Quando entrou no JPL, já ia com uma carreira longa. Tinha-se especializado em Geofísica na Universidade de Lisboa, no início dos anos 1990, e em 1993 foi parar ao Centro Europeu de Previsão do Tempo, “o melhor que existe no mundo inteiro”, em Inglaterra. Daí saiu em 2000 para o norte da Califórnia, onde foi trabalhar para um centro de previsão do tempo e investigação da Marinha norte-americana. Voltou à Europa em 2005, para um centro da NATO no norte de Itália com a intenção de “dar uma educação europeia” aos três filhos. “Mas as saudades da Califórnia fizeram-nos voltar”, conta.
“É o que acontece aos europeus nos Estados Unidos ao fim de alguns anos: não somos europeus nem americanos, estamos ali no meio do Atlântico.”
A oscilação das prioridades na Casa Branca não tem afetado a sua pesquisa, sendo que o centro de clima do JPL se tornou um dos mais importantes do mundo. Em paralelo, João Teixeira também é investigador principal da AIRS – Atmospheric InfraRed Sounder, uma missão de ciências da Terra que observa a temperatura e a humidade da atmosfera. “É uma missão antiga que tem tido muito sucesso em duas coisas: é usada para melhorar previsões do tempo, os próximos dois ou três dias, e também para ajudar a prever o clima melhor, a evolução de longo prazo.”
O tema das alterações climáticas está, considera, manchado pelas polarizações partidárias, mas levanta questões fundamentais. “Por exemplo, se vai haver mais tempestades”, o que é importante para o público, para os governos e para as companhias de seguros. “Todos os dados têm incerteza associada”, sublinha, e há uma discussão sobre como a apresentar sem que seja usada de forma nefasta. “Temos de ser honestos. E o mais abertos possível.”
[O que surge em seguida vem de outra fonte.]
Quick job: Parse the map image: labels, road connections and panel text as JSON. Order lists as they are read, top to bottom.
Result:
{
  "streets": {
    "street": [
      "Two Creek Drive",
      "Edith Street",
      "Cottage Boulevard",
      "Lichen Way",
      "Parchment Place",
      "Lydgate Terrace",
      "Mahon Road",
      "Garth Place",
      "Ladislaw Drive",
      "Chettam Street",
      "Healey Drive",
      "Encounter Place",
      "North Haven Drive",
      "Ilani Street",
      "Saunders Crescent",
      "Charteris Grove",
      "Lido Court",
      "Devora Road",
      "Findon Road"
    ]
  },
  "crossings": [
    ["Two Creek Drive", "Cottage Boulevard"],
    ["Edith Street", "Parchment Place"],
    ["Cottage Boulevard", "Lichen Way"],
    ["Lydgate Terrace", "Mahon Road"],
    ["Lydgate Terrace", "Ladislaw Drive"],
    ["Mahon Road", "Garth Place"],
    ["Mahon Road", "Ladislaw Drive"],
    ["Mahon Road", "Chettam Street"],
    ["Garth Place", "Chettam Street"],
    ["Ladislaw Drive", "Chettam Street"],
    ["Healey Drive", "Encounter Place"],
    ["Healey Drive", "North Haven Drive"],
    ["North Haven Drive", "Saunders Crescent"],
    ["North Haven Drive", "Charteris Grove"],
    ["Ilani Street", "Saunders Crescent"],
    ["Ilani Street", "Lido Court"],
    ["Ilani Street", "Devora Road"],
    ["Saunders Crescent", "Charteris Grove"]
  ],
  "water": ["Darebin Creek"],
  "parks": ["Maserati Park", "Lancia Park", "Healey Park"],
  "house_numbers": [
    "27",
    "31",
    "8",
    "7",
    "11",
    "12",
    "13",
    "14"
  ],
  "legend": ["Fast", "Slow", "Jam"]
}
João Teixeira já não pensa sair da Califórnia, onde a qualidade de vida é boa, “o dia-a-dia é mais fácil” e o ambiente no JPL é aberto e empreendedor. Fala com apreço da experiência cosmopolita de viver em Los Angeles, onde há restaurantes de qualquer parte do mundo, filmes “estranhíssimos” e entretenimento variado. “Uma das coisas de que gosto mais é quando se aterra no LAX e se entra no aeroporto, ninguém sabe se estamos na Califórnia há dez minutos ou há dez anos”, sublinha. “E ninguém quer saber.”
O cérebro por detrás da inteligência dos satélites
As equações e os códigos que passa os dias a fazer servirão para que a sonda Europa Clipper saiba navegar sozinha quando for lançada, entre 2022 e 2025. É uma missão gigantesca da NASA à Europa, lua oceânica de Júpiter, com a intenção de descobrir se existe água e vida microscópica por baixo da sua crosta de gelo.
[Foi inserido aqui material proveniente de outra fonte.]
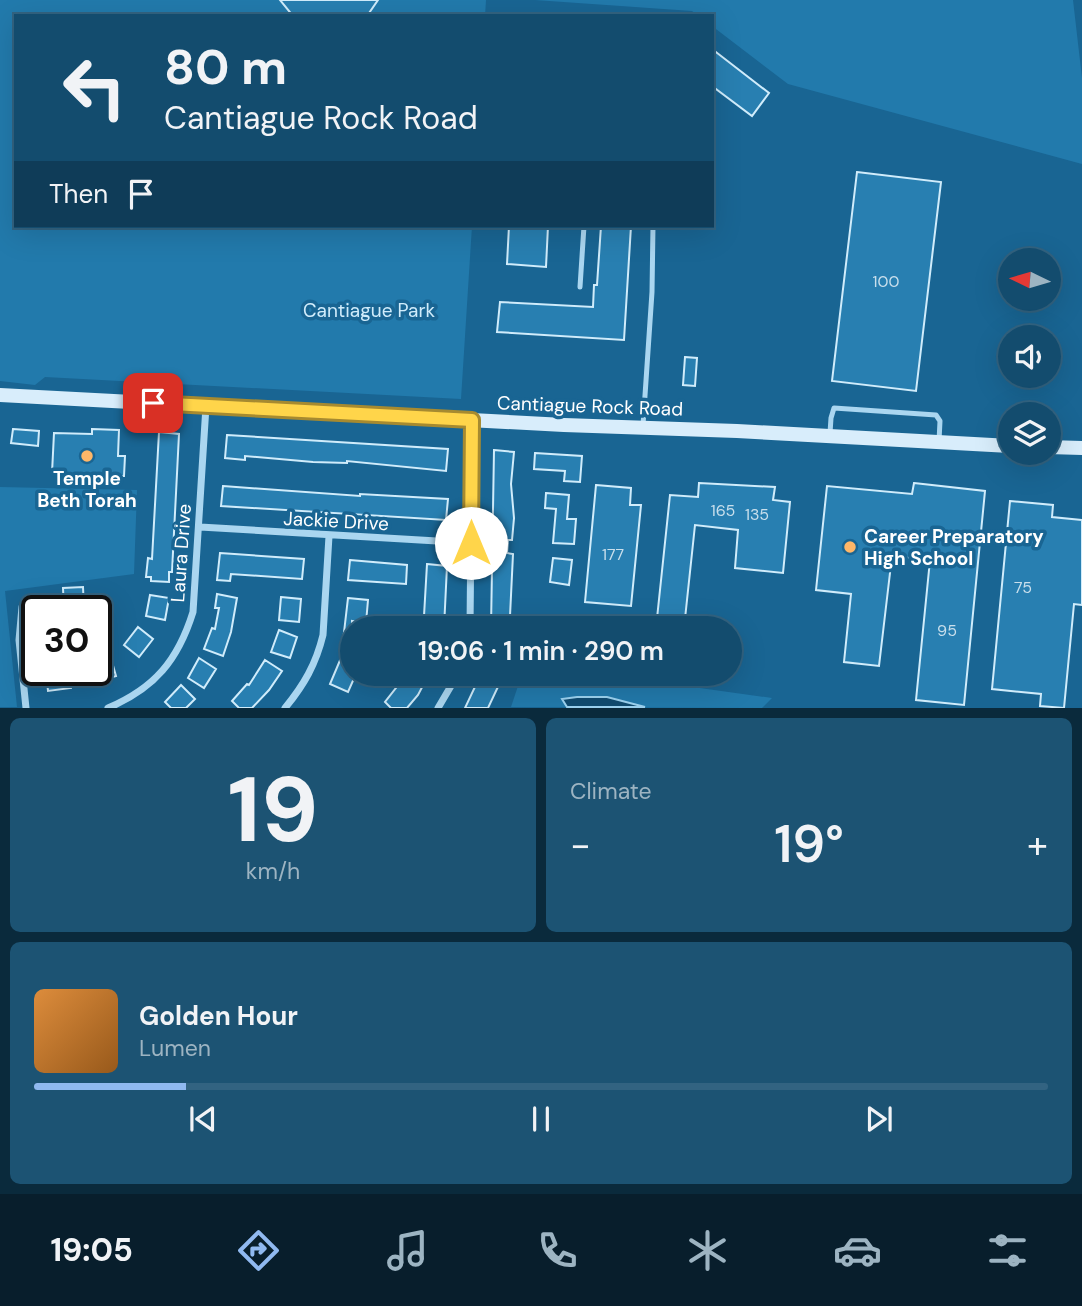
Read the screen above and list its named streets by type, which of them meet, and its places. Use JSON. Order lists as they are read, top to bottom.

“Faço pilotos automáticos para satélites, toda a parte de autonomia que o faz tomar observações e apontar para zonas do céu sozinho, sem controlo terrestre”, descreve. “A minha tarefa nesta missão é desenvolver os códigos que irão correr no satélite que permitem à sonda saber para onde está a apontar no céu, se para o Sol, Terra ou Europa.” É a “inteligência” dada ao satélite para que possa navegar de forma autónoma.
Dedicou-se a este projeto no último ano e meio, depois de entrar no JPL em 2015, quando o laboratório fez uma visita ao Georgia Institute of Technology, onde Nuno Filipe estava a terminar o doutoramento. “É uma área que requer muita matemática e física”, refere, explicando a decisão de ir estudar para Atlanta em 2010 depois de já ter tirado Engenharia Aeroespacial no Instituto Superior Técnico, em 2006.
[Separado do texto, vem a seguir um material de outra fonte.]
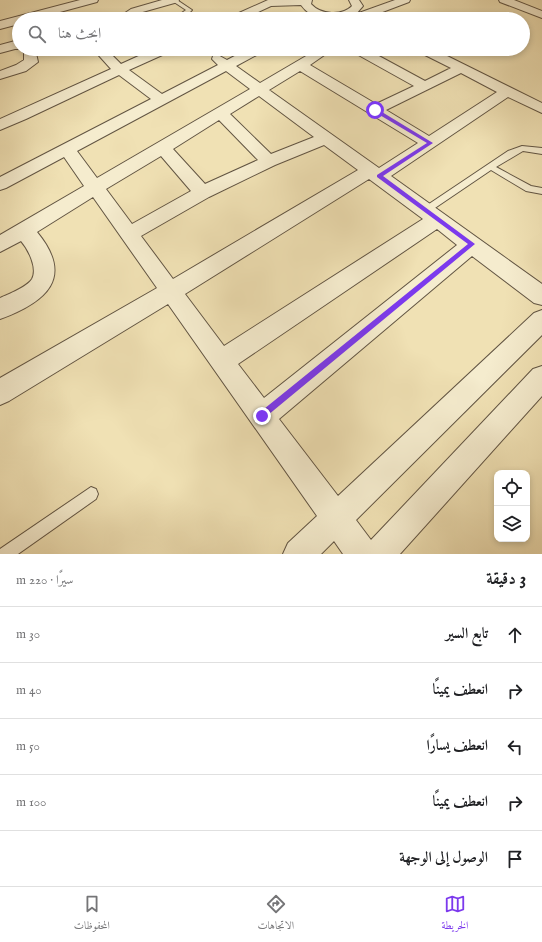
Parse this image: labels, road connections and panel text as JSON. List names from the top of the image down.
{
  "page": {
    "search": "ابحث هنا",
    "heading": ["3 دقيقة", "سيرًا · 220 m"],
    "list": [
      ["تابع السير", "30 m"],
      ["انعطف يمينًا", "40 m"],
      ["انعطف يسارًا", "50 m"],
      ["انعطف يمينًا", "100 m"],
      "الوصول إلى الوجهة"
    ],
    "nav": ["الخريطة", "الاتجاهات", "المحفوظات"]
  }
}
“Quando terminei o mestrado trabalhei dois anos para a ESA e depois senti que precisava de mais estudos para aquilo que andava a fazer.” O esforço deu frutos. “Sempre tive o sonho de trabalhar um dia na NASA. Todos os meus estudos foram para chegar aqui um dia”, recorda.
A missão Europa Clipper é das mais entusiasmantes que a NASA tem a decorrer, com uma sonda que terá várias toneladas e dois painéis solares com mais de vinte metros. “É um projeto grande, que custará dois mil milhões de dólares”, adianta. “O JPL é o centro mais convidativo, pela diversidade de projetos e pela história”, sublinha. “Somos o único centro do mundo que visitou todos os planetas do sistema solar.”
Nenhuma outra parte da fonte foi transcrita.